Another factor to be considered in this case is who furnished the equipment. Where equipment is necessary to perform a task, particularly where it is of significant value requiring substantial investment, the person furnishing such equipment in the performance of services may be deemed to be an independent contractor. It is one circumstance to be considered as to whether he is under the control of the alleged employer. Powers v. United States, 191 Ct. Cl. 762, 773, 424 F. 2d 593, 600 (1970). The hotwalkers furnished nothing. The free-lance riders in this case furnished boots and helmets, which are of nominal value, particularly when compared to the saddles and other equipment furnished by the trainer. The fact that the trainer furnished the saddles *341as a matter of expediency does not negate the weight of this factor because it also relates to the investment factor.

The trainer had a significant investment in 'his business in addition to the cost of equipment provided for the exercise activity. The free-lance riders and hotwalkers by contrast had insignificant monetary investment in the services they provided. The trainer had opportunity for profit or loss that the free-lancers completely lacked. The trainer shared in the rewards When horses won. He had the option of reducing expenses to maintain or increase profits. The free-lancer had no economic leverage. He was restricted to the money that could be earned based on the capacity to ride or lead horses.

The burdens of risk were also unknown to the free-lancer, but common to the trainer. The trainer was subject to loss on his investment and could be denied income by either failing to produce winning horses or to control expenses. In addition, the trainer had to answer to the owner regarding care, maintenance and progress of the horse. The free-lancers, by contrast, were not obligated to anyone and assumed no financial risk that an independent businessman must undertake, unless one considers failure to be paid their wages such a risk. The freelancers did not even protect themselves against the risk of personal injury. Parities other than the free-lancer assumed the responsibility and cost of preventing injury by providing “pony boys” to catch the horse if the rider lost control during an exercise. The personal injuries of a free-lancer are covered by the trainer’s workmen’s compensation insurance (as though he were a regular employee) or by the Horsemen’s Benevolent and Protective Association Assistance Fund (which fund provides assistance to certain persons connected with horse racing when help is unavailable elsewhere — to which fund the trainers contribute through the payment of fees charged for bringing horses to the starting gate before races).

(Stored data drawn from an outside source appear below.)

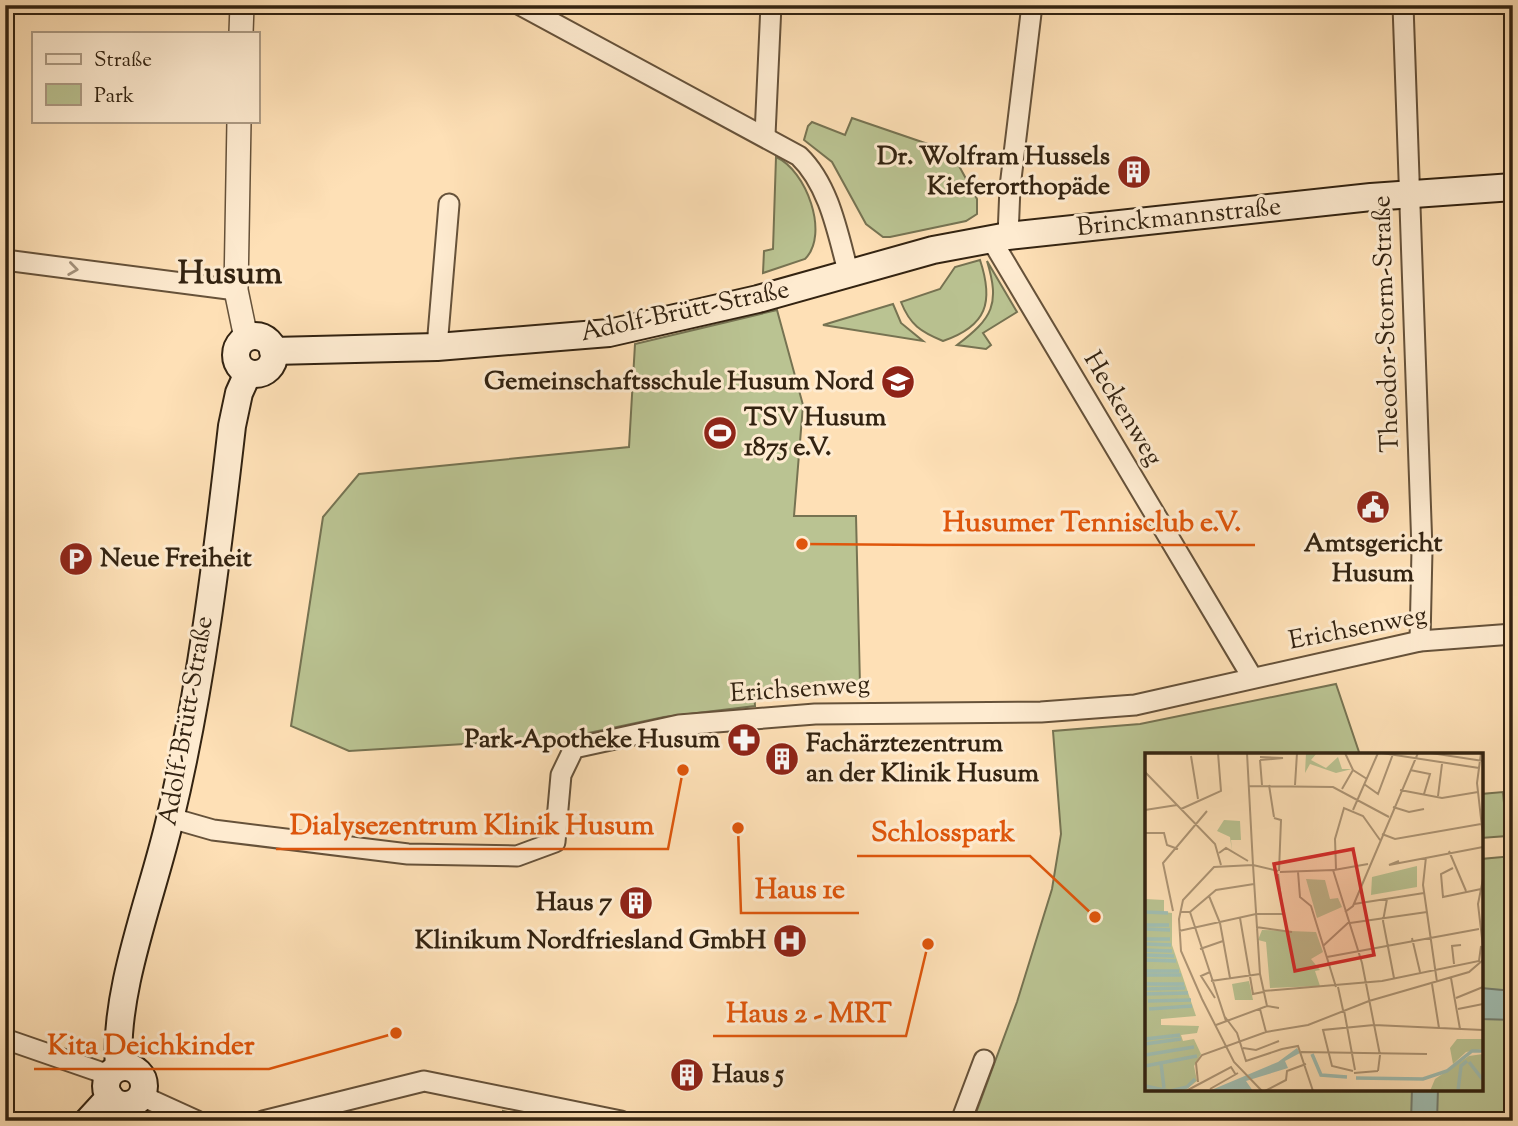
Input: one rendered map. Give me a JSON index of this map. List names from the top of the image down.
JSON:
{
  "streets": {
    "main road": ["Brinckmannstraße", "Adolf-Brütt-Straße"],
    "street": ["Theodor-Storm-Straße", "Heckenweg", "Erichsenweg"]
  },
  "crossings": [
    ["Brinckmannstraße", "Adolf-Brütt-Straße"],
    ["Brinckmannstraße", "Theodor-Storm-Straße"],
    ["Brinckmannstraße", "Heckenweg"],
    ["Adolf-Brütt-Straße", "Erichsenweg"],
    ["Theodor-Storm-Straße", "Erichsenweg"],
    ["Heckenweg", "Erichsenweg"]
  ],
  "districts": ["Husum"],
  "places": {
    "building": [
      "Dr. Wolfram Hussels Kieferorthopäde",
      "Fachärztezentrum an der Klinik Husum",
      "Haus 7",
      "Haus 5"
    ],
    "school or university": ["Gemeinschaftsschule Husum Nord"],
    "sports": ["TSV Husum 1875 e.V."],
    "public building": ["Amtsgericht Husum"],
    "other": [
      "Husumer Tennisclub e.V.",
      "Dialysezentrum Klinik Husum",
      "Haus 1e",
      "Schlosspark",
      "Haus 2 - MRT",
      "Kita Deichkinder"
    ],
    "parking": ["Neue Freiheit"],
    "pharmacy": ["Park-Apotheke Husum"],
    "hospital": ["Klinikum Nordfriesland GmbH"]
  },
  "legend": ["Straße", "Park"]
}
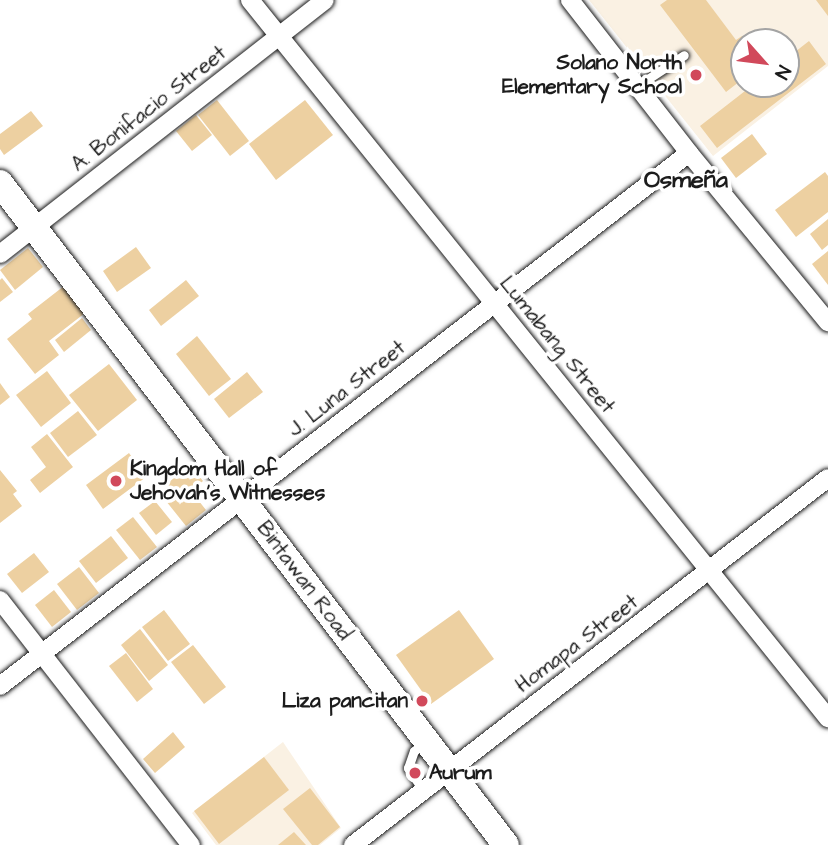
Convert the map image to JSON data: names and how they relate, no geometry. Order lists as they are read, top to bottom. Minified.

The free-lancer earned his pay (or at least his right to it) no matter what happened, and he had no responsibility except to ride or lead the horse as he was told.

Considering all the foregoing factors, the free-lancers are substantially similar to the coal shovelers in Silk, supra; the produce unloaders in McGuire, supra; and the car shuttlers in Avis, supra, all held to be employees, not independent contractors, even though transients.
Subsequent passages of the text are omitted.